#### PROBLEM TO WORK ON:
Extract all of the entries and set them down verbatim.

(Items from a dataset)
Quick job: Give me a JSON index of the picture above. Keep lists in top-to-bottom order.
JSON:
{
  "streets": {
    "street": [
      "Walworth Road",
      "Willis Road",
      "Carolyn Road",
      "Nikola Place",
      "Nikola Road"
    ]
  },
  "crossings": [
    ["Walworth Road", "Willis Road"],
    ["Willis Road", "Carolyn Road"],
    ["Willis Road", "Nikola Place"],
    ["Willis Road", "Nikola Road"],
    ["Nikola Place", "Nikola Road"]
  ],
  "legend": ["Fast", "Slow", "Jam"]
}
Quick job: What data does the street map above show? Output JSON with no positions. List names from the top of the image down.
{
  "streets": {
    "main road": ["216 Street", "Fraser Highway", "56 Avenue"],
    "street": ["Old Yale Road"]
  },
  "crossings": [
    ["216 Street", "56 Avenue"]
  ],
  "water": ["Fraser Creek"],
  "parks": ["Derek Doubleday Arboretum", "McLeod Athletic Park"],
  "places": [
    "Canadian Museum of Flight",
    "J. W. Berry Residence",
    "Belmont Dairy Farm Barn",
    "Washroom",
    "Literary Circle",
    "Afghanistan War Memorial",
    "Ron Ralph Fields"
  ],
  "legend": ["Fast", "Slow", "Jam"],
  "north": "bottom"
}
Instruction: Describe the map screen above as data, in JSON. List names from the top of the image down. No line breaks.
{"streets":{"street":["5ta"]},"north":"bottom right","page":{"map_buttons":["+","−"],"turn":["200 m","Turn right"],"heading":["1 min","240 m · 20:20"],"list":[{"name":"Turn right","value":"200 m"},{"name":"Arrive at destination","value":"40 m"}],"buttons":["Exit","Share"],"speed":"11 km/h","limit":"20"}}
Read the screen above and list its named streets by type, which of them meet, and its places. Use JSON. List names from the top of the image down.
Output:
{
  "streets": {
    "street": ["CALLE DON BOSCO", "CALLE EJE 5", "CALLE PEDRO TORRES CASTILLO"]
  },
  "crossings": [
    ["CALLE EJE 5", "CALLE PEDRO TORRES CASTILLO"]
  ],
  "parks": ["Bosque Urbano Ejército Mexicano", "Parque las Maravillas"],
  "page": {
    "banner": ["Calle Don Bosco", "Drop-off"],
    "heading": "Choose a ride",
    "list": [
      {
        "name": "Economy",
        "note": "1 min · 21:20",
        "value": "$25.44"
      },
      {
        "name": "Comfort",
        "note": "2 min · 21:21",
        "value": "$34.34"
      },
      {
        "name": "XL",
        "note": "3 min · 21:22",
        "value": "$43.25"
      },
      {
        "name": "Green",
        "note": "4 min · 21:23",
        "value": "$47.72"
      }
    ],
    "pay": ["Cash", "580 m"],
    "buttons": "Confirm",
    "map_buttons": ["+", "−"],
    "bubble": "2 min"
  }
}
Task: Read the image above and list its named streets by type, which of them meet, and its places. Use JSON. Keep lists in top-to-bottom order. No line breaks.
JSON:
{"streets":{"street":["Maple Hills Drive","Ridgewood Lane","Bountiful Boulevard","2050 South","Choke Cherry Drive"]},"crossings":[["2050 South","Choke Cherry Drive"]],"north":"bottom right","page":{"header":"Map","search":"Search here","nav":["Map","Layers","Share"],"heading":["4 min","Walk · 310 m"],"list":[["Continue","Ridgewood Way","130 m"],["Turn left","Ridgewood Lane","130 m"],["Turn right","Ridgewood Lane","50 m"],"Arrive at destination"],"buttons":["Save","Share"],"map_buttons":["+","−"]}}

#### YOUR RESPONSE:
Quick job: Give me a JSON index of the picture above. Keep lists in top-to-bottom order.
JSON:
{
  "streets": {
    "street": [
      "Walworth Road",
      "Willis Road",
      "Carolyn Road",
      "Nikola Place",
      "Nikola Road"
    ]
  },
  "crossings": [
    ["Walworth Road", "Willis Road"],
    ["Willis Road", "Carolyn Road"],
    ["Willis Road", "Nikola Place"],
    ["Willis Road", "Nikola Road"],
    ["Nikola Place", "Nikola Road"]
  ],
  "legend": ["Fast", "Slow", "Jam"]
}
Quick job: What data does the street map above show? Output JSON with no positions. List names from the top of the image down.
{
  "streets": {
    "main road": ["216 Street", "Fraser Highway", "56 Avenue"],
    "street": ["Old Yale Road"]
  },
  "crossings": [
    ["216 Street", "56 Avenue"]
  ],
  "water": ["Fraser Creek"],
  "parks": ["Derek Doubleday Arboretum", "McLeod Athletic Park"],
  "places": [
    "Canadian Museum of Flight",
    "J. W. Berry Residence",
    "Belmont Dairy Farm Barn",
    "Washroom",
    "Literary Circle",
    "Afghanistan War Memorial",
    "Ron Ralph Fields"
  ],
  "legend": ["Fast", "Slow", "Jam"],
  "north": "bottom"
}
Instruction: Describe the map screen above as data, in JSON. List names from the top of the image down. No line breaks.
{"streets":{"street":["5ta"]},"north":"bottom right","page":{"map_buttons":["+","−"],"turn":["200 m","Turn right"],"heading":["1 min","240 m · 20:20"],"list":[{"name":"Turn right","value":"200 m"},{"name":"Arrive at destination","value":"40 m"}],"buttons":["Exit","Share"],"speed":"11 km/h","limit":"20"}}
Read the screen above and list its named streets by type, which of them meet, and its places. Use JSON. List names from the top of the image down.
Output:
{
  "streets": {
    "street": ["CALLE DON BOSCO", "CALLE EJE 5", "CALLE PEDRO TORRES CASTILLO"]
  },
  "crossings": [
    ["CALLE EJE 5", "CALLE PEDRO TORRES CASTILLO"]
  ],
  "parks": ["Bosque Urbano Ejército Mexicano", "Parque las Maravillas"],
  "page": {
    "banner": ["Calle Don Bosco", "Drop-off"],
    "heading": "Choose a ride",
    "list": [
      {
        "name": "Economy",
        "note": "1 min · 21:20",
        "value": "$25.44"
      },
      {
        "name": "Comfort",
        "note": "2 min · 21:21",
        "value": "$34.34"
      },
      {
        "name": "XL",
        "note": "3 min · 21:22",
        "value": "$43.25"
      },
      {
        "name": "Green",
        "note": "4 min · 21:23",
        "value": "$47.72"
      }
    ],
    "pay": ["Cash", "580 m"],
    "buttons": "Confirm",
    "map_buttons": ["+", "−"],
    "bubble": "2 min"
  }
}
Task: Read the image above and list its named streets by type, which of them meet, and its places. Use JSON. Keep lists in top-to-bottom order. No line breaks.
JSON:
{"streets":{"street":["Maple Hills Drive","Ridgewood Lane","Bountiful Boulevard","2050 South","Choke Cherry Drive"]},"crossings":[["2050 South","Choke Cherry Drive"]],"north":"bottom right","page":{"header":"Map","search":"Search here","nav":["Map","Layers","Share"],"heading":["4 min","Walk · 310 m"],"list":[["Continue","Ridgewood Way","130 m"],["Turn left","Ridgewood Lane","130 m"],["Turn right","Ridgewood Lane","50 m"],"Arrive at destination"],"buttons":["Save","Share"],"map_buttons":["+","−"]}}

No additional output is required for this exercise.